Vente de portions de terre en pays Baoulé/Le spectre de la pauvreté gagne du terrain
Par Ablizangoh Wakatê/afriquematin.net
Berceau historique et culturel, le pays baoulé, vit une mutation silencieuse mais profonde. La vente de portions de terre, autrefois un recours exceptionnel, est devenue un phénomène courant. Mais derrière ce flux financier immédiat se profile une inquiétude grandissante, celle d’un appauvrissement structurel qui, selon les sages et les économistes, pourrait redessiner la carte sociale de la région.

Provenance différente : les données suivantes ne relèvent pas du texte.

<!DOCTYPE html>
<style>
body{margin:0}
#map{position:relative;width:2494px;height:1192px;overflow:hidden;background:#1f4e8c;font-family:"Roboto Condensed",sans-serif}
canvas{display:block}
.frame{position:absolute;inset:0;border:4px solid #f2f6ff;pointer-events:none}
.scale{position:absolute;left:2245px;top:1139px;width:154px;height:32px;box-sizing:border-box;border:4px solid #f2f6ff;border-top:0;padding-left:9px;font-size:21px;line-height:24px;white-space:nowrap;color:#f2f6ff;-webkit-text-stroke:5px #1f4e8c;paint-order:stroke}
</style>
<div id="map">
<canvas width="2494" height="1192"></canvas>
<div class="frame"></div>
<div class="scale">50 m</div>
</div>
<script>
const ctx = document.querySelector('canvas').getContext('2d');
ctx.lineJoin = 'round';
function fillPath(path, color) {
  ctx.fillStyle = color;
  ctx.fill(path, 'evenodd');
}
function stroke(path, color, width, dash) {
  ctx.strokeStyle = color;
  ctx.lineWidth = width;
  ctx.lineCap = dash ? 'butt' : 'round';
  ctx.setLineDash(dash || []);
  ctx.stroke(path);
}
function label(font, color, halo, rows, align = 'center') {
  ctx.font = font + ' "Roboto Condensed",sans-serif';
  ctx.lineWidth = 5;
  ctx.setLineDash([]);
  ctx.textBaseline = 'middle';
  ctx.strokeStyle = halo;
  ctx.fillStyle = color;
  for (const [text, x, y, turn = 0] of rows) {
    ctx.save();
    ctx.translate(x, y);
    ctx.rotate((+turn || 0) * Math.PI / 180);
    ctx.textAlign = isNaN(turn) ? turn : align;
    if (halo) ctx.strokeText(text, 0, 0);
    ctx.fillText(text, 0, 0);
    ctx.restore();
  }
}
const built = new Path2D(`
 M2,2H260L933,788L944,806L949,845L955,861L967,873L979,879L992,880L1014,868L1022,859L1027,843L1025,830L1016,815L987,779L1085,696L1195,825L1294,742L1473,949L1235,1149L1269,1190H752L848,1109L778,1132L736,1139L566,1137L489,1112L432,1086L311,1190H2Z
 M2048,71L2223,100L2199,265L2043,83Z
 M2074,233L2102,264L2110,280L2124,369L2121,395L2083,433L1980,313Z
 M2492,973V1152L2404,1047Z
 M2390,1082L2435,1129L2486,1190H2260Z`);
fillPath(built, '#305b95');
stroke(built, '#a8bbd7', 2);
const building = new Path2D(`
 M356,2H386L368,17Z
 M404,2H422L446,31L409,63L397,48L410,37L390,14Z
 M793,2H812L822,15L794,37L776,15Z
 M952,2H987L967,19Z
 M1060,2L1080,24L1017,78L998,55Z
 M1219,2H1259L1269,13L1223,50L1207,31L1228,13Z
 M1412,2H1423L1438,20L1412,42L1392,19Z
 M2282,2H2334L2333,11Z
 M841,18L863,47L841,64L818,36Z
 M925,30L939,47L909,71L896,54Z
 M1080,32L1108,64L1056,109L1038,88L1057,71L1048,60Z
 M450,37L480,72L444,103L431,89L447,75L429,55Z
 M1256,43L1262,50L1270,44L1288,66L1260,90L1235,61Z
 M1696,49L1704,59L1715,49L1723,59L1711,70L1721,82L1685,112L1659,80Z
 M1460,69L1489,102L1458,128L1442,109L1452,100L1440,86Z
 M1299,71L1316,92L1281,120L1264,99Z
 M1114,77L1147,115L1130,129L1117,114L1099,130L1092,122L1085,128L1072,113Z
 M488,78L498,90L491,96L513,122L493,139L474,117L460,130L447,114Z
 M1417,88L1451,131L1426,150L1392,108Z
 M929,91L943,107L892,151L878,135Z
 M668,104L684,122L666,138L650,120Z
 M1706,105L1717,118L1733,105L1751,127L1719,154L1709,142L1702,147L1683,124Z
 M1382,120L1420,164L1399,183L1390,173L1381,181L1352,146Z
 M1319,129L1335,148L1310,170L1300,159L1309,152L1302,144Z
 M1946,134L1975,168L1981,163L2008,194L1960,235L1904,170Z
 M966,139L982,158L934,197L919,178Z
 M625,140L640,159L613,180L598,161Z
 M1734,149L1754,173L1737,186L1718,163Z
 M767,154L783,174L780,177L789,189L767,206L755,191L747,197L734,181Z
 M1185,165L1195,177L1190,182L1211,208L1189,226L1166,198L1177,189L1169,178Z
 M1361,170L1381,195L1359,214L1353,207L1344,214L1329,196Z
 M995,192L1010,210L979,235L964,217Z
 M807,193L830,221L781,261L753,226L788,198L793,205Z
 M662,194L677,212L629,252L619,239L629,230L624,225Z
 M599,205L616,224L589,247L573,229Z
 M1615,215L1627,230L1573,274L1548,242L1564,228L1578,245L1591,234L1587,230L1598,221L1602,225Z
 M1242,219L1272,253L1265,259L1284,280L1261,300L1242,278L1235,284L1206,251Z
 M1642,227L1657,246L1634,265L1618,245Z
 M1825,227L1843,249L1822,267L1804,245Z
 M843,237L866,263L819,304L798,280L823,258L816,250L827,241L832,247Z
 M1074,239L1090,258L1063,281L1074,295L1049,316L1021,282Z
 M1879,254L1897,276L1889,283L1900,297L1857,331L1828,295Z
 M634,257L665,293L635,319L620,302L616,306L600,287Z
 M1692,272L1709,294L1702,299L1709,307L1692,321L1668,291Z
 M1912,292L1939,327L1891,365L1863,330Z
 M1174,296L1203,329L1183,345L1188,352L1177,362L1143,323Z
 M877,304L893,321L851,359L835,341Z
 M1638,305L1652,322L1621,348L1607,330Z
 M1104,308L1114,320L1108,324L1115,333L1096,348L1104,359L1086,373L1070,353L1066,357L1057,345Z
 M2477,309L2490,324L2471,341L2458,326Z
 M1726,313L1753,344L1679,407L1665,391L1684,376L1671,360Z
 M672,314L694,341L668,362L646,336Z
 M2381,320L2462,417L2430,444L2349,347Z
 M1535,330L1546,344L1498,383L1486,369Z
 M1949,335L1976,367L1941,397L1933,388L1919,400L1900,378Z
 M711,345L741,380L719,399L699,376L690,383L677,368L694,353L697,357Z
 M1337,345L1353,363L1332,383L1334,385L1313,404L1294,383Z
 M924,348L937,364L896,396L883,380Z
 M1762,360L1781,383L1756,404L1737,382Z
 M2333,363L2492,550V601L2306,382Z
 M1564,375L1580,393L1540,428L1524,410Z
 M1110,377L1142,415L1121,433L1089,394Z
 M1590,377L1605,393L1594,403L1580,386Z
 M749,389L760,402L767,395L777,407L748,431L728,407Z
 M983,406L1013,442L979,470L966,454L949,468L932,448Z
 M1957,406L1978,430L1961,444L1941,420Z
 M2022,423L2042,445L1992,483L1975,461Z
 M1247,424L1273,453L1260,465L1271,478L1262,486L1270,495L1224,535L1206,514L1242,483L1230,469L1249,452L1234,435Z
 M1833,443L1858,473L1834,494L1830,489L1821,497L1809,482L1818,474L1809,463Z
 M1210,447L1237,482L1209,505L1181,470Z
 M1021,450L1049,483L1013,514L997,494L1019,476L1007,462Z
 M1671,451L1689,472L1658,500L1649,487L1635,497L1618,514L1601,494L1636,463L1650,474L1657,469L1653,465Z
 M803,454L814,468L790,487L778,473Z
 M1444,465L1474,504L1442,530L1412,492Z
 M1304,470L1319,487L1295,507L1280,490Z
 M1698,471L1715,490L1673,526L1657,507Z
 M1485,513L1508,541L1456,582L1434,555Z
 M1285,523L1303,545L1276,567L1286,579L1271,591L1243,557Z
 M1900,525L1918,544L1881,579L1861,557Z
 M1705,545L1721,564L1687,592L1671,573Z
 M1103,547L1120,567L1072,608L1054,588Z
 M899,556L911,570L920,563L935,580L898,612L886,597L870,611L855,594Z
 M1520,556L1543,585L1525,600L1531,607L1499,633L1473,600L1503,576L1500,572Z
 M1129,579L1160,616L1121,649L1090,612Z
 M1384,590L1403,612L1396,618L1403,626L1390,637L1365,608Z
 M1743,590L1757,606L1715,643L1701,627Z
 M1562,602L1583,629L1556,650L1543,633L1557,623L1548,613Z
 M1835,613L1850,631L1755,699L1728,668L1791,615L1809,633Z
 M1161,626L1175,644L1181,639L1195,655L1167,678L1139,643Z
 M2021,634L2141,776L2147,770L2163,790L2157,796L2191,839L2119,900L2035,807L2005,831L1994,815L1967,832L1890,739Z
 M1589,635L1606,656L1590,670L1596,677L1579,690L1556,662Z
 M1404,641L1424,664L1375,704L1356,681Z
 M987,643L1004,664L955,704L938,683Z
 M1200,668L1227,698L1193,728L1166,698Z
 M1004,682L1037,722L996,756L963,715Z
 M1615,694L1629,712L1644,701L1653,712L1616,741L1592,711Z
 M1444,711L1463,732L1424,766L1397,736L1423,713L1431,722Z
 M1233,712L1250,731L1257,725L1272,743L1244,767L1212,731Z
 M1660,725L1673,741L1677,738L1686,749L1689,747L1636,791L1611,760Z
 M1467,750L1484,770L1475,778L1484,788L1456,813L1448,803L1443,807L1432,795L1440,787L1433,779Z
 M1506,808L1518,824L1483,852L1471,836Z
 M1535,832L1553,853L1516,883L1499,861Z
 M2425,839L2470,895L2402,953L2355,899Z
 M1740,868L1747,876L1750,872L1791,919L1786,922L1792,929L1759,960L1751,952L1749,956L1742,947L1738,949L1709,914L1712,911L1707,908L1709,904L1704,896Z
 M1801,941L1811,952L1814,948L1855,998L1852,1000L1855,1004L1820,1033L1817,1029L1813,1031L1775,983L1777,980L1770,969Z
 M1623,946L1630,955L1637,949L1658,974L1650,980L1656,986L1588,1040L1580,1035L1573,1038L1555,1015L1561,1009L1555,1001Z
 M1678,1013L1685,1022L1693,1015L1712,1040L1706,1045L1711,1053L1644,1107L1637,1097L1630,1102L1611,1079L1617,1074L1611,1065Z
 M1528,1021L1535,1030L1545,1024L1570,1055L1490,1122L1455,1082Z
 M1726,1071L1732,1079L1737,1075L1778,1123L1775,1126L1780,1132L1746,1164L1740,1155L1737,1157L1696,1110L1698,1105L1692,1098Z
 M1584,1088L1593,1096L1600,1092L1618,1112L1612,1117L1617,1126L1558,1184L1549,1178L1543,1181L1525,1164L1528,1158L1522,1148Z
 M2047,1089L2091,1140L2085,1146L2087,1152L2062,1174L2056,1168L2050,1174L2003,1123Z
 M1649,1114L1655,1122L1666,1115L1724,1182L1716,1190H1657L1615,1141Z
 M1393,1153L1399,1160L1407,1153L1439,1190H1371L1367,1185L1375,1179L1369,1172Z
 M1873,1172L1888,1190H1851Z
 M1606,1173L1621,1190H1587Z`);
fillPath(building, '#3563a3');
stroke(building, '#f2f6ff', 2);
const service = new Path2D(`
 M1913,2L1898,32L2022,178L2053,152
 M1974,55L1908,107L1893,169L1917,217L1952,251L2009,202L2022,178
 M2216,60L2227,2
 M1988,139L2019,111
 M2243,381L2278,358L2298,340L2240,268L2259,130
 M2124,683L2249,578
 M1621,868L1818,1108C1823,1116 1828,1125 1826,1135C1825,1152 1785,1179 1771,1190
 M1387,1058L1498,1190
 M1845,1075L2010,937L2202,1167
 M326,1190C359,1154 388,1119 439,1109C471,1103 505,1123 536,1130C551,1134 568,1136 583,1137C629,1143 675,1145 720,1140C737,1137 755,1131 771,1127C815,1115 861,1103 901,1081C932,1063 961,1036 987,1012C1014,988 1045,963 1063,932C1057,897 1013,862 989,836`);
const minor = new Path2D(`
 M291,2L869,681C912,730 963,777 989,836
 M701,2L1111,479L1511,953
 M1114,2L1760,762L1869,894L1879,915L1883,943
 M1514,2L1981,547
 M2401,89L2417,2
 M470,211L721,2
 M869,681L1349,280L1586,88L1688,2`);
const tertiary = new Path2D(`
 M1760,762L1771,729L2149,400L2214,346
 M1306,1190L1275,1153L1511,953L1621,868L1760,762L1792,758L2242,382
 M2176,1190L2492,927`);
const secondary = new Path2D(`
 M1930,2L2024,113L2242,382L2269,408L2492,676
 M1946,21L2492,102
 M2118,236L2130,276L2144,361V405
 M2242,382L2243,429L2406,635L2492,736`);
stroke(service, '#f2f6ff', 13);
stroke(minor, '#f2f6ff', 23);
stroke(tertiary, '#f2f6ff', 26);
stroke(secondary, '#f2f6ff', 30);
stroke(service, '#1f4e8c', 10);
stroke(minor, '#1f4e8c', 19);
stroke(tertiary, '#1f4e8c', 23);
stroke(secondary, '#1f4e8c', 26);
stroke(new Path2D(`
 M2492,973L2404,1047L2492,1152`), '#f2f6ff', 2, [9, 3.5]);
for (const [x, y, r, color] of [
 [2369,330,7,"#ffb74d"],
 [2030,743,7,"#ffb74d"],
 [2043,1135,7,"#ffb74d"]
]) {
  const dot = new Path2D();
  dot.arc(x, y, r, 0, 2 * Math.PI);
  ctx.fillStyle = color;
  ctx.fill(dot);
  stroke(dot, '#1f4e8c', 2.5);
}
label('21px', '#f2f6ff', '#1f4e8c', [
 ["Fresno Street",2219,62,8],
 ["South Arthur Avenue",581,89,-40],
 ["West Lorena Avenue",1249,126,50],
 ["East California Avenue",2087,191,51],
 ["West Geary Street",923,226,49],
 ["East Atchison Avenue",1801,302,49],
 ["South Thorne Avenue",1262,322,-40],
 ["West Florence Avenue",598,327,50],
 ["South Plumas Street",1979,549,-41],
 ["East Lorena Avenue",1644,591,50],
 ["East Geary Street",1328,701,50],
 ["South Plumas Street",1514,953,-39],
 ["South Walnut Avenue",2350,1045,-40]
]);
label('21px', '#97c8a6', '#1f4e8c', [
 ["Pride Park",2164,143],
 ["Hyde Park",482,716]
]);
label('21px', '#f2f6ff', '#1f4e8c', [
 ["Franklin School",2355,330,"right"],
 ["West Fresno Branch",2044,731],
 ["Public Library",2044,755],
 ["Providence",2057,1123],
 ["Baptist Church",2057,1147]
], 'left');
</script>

Dans les villages de Yamoussoukro, Bouaké, ou encore Tiébissou, le paysage est en train de changer, ce ne sont pas les plantations qui s’étendent à perte de vue, mais plutôt des pancartes estempillées « À Vendre » et les bornes de délimitation qui se multiplient. La terre, qui était le bien le plus sacré, le lien entre les vivants et les ancêtres, devient une marchandise comme une autre.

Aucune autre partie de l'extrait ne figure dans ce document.